L’essentiel de la théorie nazie se trouvait dans Mein Kampf et les écrits de Rosenberg. L’incorporation de force ne figurait dans aucun texte, dans aucun programme. Le nazisme fut un dogme doublé d’un pragmatisme qui s’adaptait aux difficultés rencontrées. L’incorporation de force fut mise en oeuvre suite à l’enlisement de la Wehrmacht sur le front de l’Est. Les nazis avaient besoin de soldats. Ils contraignirent par la force et la menace et la menace de la déportation de leurs familles, les jeunes gens d’Alsace et de Moselle à combattre revêtus de l’uniforme nazi.
Le nazisme était fondé sur le concept de race. Seules les personnes de race aryenne pouvaient être citoyens du IIIe Reich, servir dans la Wehrmacht. Elle n’acceptait en son sein aucun étranger, aucun métèque. En théorie.
Les soldats de la Wehrmacht devaient combattre et mourir pour le peuple et la patrie (für Volk und Vaterland).
L’Allemagne nazie se considérait comme une race supérieur (ein Herrenvolk). Elle ne bradait pas sa nationalité. La nationalité était le corollaire de la race. Celle-ci était basée sur le droit du sang. Pour être allemand, il ne suffisait pas d’être né sur le sol du grand Reich, il fallait être le descendant d’une lignée d’Aryens.
Les nazis de voulaient pas de légion étrangère.
Pour intégrer des Français dans la Wehrmacht, les nazis inventèrent un nouveau concept juridique : le démembrement de la nationalité.
Le droit connait le démembrement de a propriété. Par exemple : en cas de vente d’un bien en viager, le vendeur garde l’usufruit du bien et l’acquéreur acquiert la nu-propriété.
Le démembrement de la nationalité : un certificat de nationalité allemande, à titre « temporaire », était remis aux incorporés de force à leur entrée dans la caserne. Le document conférant la nationalité allemande à titre « définitif » devait être remis à l’appelé lorsqu’il aurait donné des preuves de patriotisme allemand, fait selon l’expression d’un journal alsacien, son « Anschluss intérieur » (Paul Sérant, Les minorités ethniques).

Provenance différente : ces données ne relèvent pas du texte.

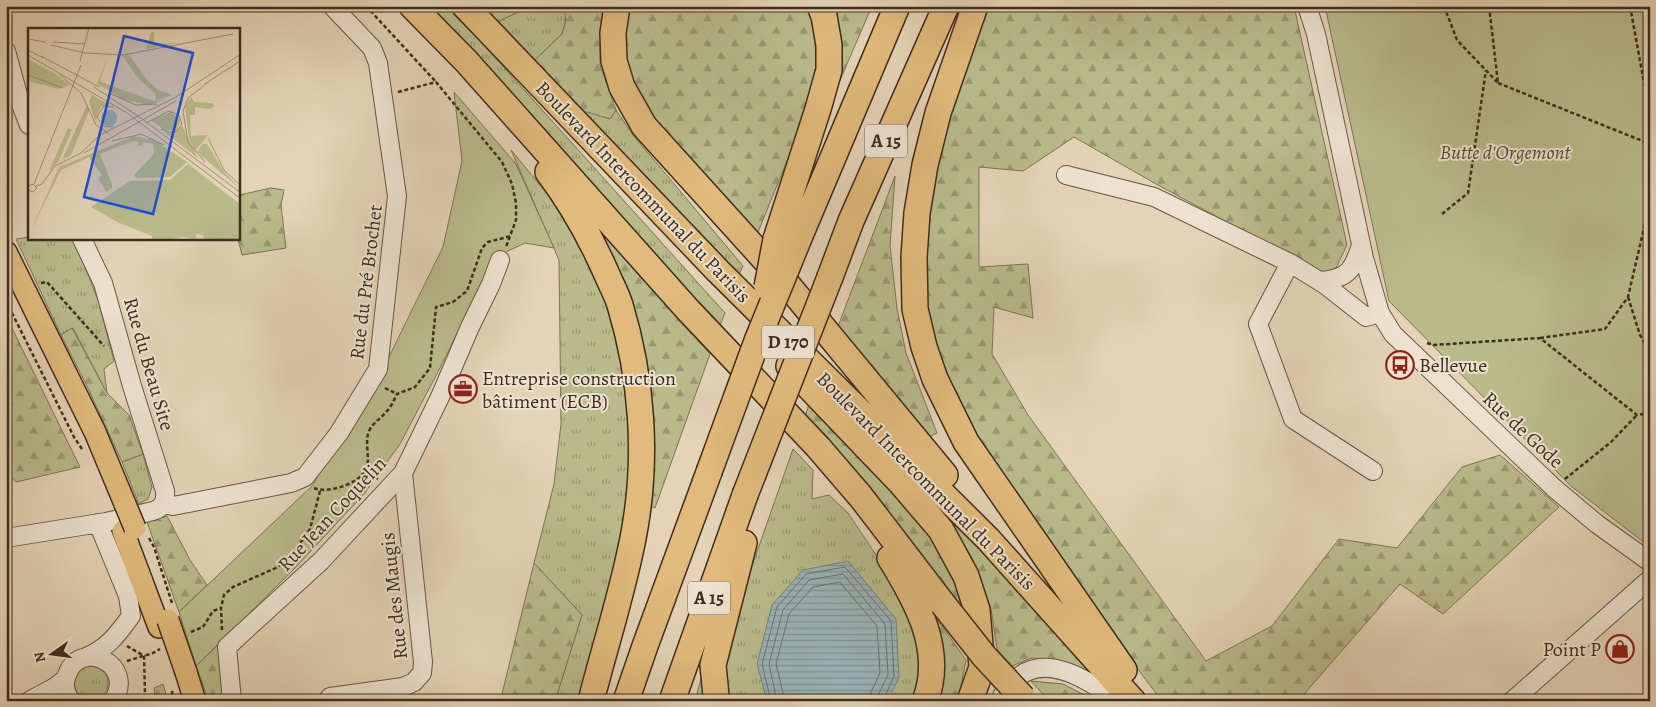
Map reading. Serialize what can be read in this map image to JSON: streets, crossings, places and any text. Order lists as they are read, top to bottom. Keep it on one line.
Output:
{"streets":{"highway":["A 15","Boulevard Intercommunal du Parisis","D 170"],"street":["Rue du Pré Brochet","Rue du Beau Site","Rue de Gode","Rue Jean Coquelin","Rue des Maugis"]},"crossings":[["Rue Jean Coquelin","Rue des Maugis"]],"parks":["Butte d'Orgemont"],"places":{"bus stop":["Bellevue"],"office":["Entreprise construction bâtiment (ECB)"],"shop":["Point P"]},"north":"left"}
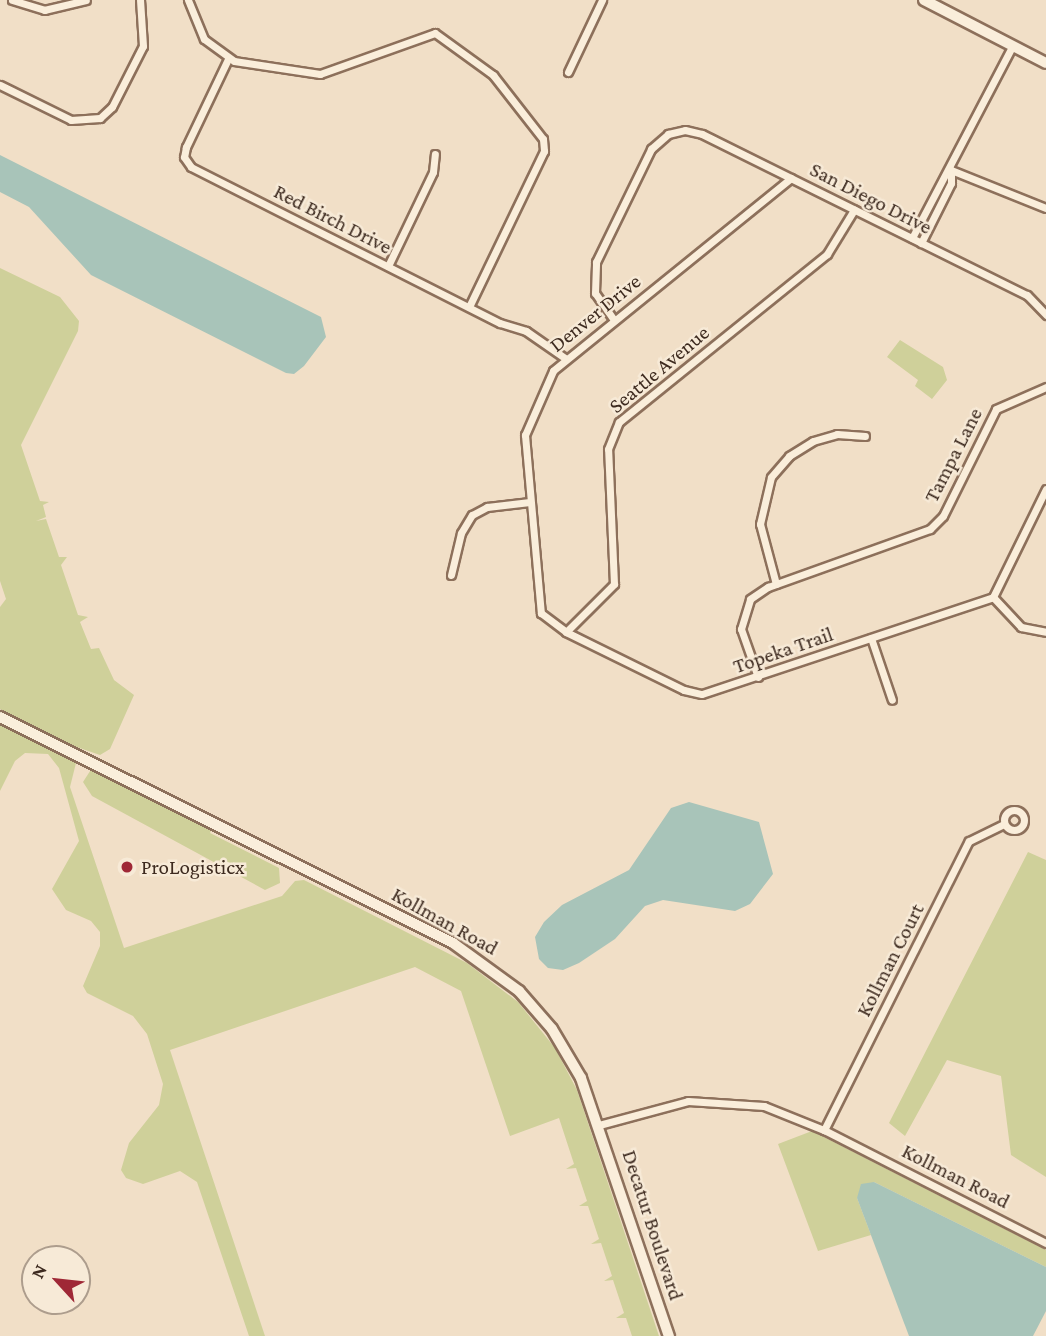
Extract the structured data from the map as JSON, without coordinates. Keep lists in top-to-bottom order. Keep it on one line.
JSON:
{"streets":{"street":["San Diego Drive","Red Birch Drive","Denver Drive","Seattle Avenue","Tampa Lane","Topeka Trail","Kollman Road","Kollman Court","Decatur Boulevard"]},"crossings":[["San Diego Drive","Denver Drive"],["San Diego Drive","Seattle Avenue"],["Red Birch Drive","Denver Drive"],["Denver Drive","Topeka Trail"],["Seattle Avenue","Topeka Trail"],["Tampa Lane","Topeka Trail"],["Kollman Road","Kollman Court"],["Kollman Road","Decatur Boulevard"]],"places":["ProLogisticx"],"north":"top left"}
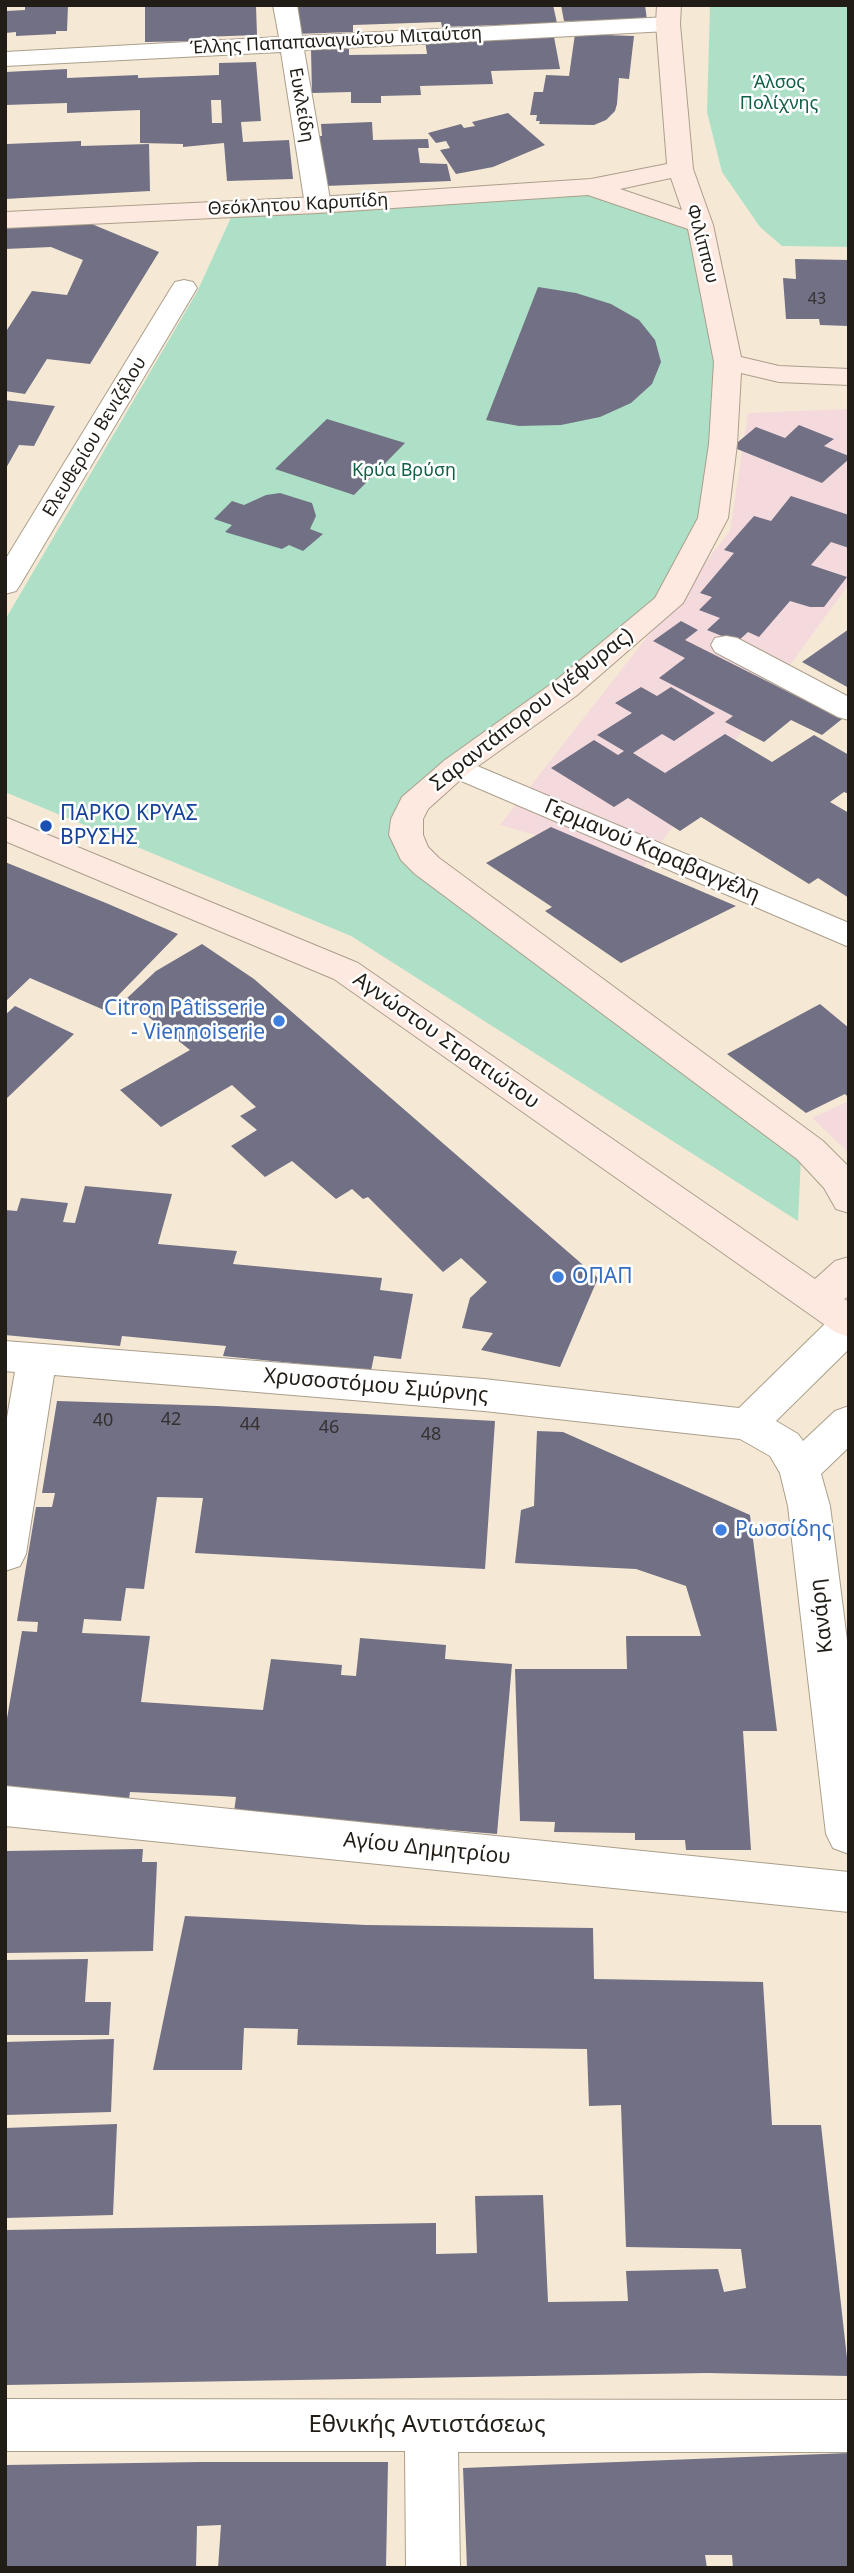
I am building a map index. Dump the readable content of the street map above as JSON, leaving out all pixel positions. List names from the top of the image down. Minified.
{"streets":{"street":["Έλλης Παπαπαναγιώτου Μιταύτση","Ευκλείδη","Θεόκλητου Καρυπίδη","Φιλίππου","Ελευθερίου Βενιζέλου","Σαραντάπορου (γέφυρας)","Γερμανού Καραβαγγέλη","Αγνώστου Στρατιώτου","Χρυσοστόμου Σμύρνης","Κανάρη","Αγίου Δημητρίου","Εθνικής Αντιστάσεως"]},"crossings":[["Έλλης Παπαπαναγιώτου Μιταύτση","Ευκλείδη"],["Έλλης Παπαπαναγιώτου Μιταύτση","Φιλίππου"],["Ευκλείδη","Θεόκλητου Καρυπίδη"],["Θεόκλητου Καρυπίδη","Φιλίππου"],["Φιλίππου","Σαραντάπορου (γέφυρας)"],["Σαραντάπορου (γέφυρας)","Γερμανού Καραβαγγέλη"],["Χρυσοστόμου Σμύρνης","Κανάρη"]],"parks":["Άλσος Πολίχνης","Κρύα Βρύση"],"places":["ΠΑΡΚΟ ΚΡΥΑΣ ΒΡΥΣΗΣ","Citron Pâtisserie - Viennoiserie","ΟΠΑΠ","Ρωσσίδης"],"house_numbers":["43","42","40","44","46","48"]}
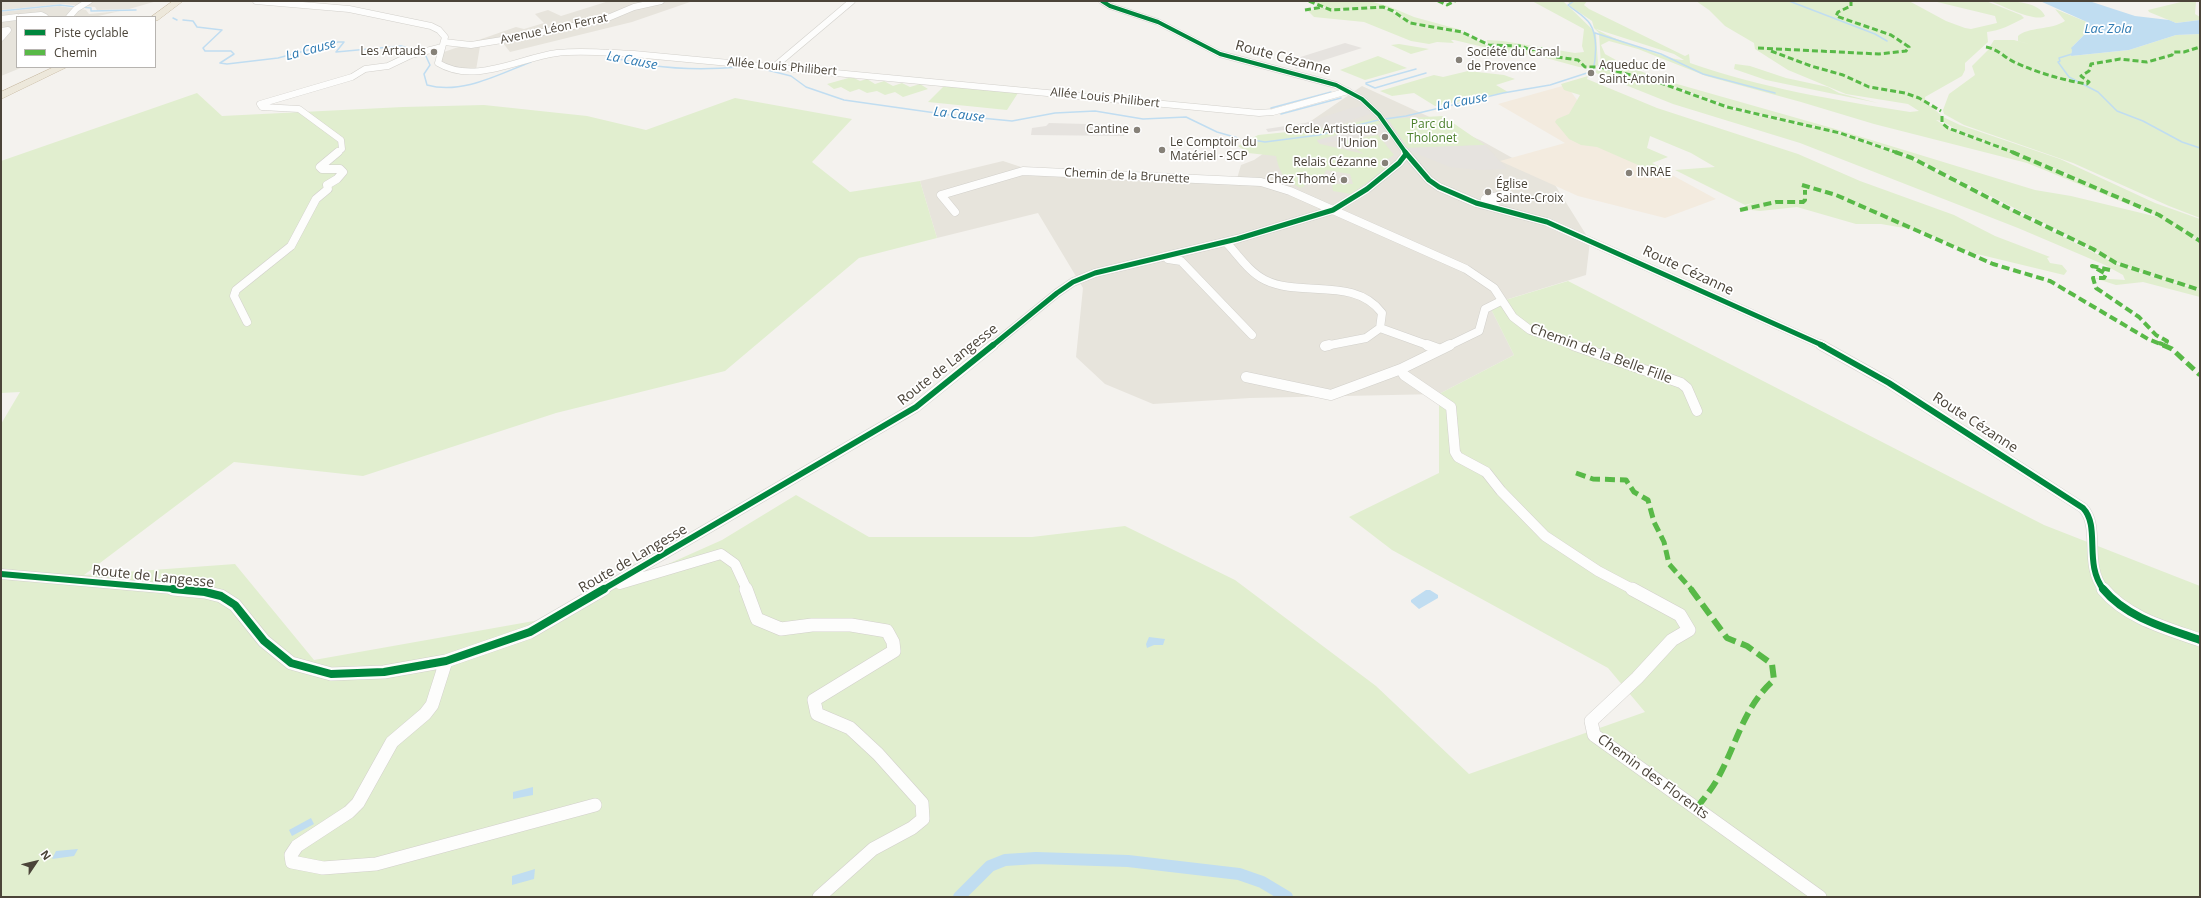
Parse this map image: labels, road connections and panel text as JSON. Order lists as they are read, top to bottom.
{
  "streets": {
    "street": [
      "Avenue Léon Ferrat",
      "Route Cézanne",
      "Allée Louis Philibert",
      "Chemin de la Brunette",
      "Chemin de la Belle Fille",
      "Route de Langesse",
      "Chemin des Florents"
    ]
  },
  "crossings": [
    ["Route Cézanne", "Allée Louis Philibert"],
    ["Route Cézanne", "Route de Langesse"],
    ["Chemin de la Brunette", "Chemin de la Belle Fille"],
    ["Chemin de la Brunette", "Route de Langesse"],
    ["Chemin de la Belle Fille", "Route de Langesse"]
  ],
  "water": ["Lac Zola", "La Cause"],
  "parks": ["Parc du Tholonet"],
  "places": [
    "Les Artauds",
    "Société du Canal de Provence",
    "Aqueduc de Saint-Antonin",
    "Cantine",
    "Cercle Artistique l'Union",
    "Le Comptoir du Matériel - SCP",
    "Relais Cézanne",
    "INRAE",
    "Chez Thomé",
    "Église Sainte-Croix"
  ],
  "legend": ["Piste cyclable", "Chemin"],
  "north": "top right"
}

Pour obtenir la nationalité allemande à titre définitif, – par une décision individuelle – il fallait être politiquement sûr. La consultation des Wehrpass (passeports militaires) nous indique à la rubrique « nationalité :
- soit Reichsdeutscher, dans la majorité des cas
- soit Volksdeutscher Elsass-Lothringen
Nous ignorons pour quels motifs nous trouvons deux nationalités différentes. Ce qui entraîne deux situations juridiques différentes pour les incorporés de force.
1er cas : En mourant sous l’uniforme nazi, les incorporés de force titulaires du certificat de nationalité allemande, ont donné de fait la preuve de leur patriotisme. Ils sont devenus allemands à part entière. Cela est incontestable.
En conséquence, l’Allemagne ne peut pas refuser à leurs ayants-droit (conjoint, enfants) les pensions qu’elle octroie à ses ressortissants. Il est incompréhensible que le gouvernement de la République Fédérale d’Allemagne se réfugie derrière des arguties juridiques. Cela est indigne de la part d’un « grand pays civilisé » selon l’expression employée par Maître Georges Nonnenmacher lorsque l’Allemagne a réclamé la forêt du Mundat lors des accords Schmidt-Giscard.
2e cas : Les incorporés de force morts sous l’uniforme nazi, auxquels avaient été attribués la nationalité « Alsacien-Lorrain » (*) sur leur Wehrpass, étaient des soldats d nationalité française obligés par la force de servir dans la Wehrmacht. Ils étaient des soldats étrangers dans la Wehrmacht, semblables aux soldats de la Légion étrangère, à la différence que ces derniers sont volontaires.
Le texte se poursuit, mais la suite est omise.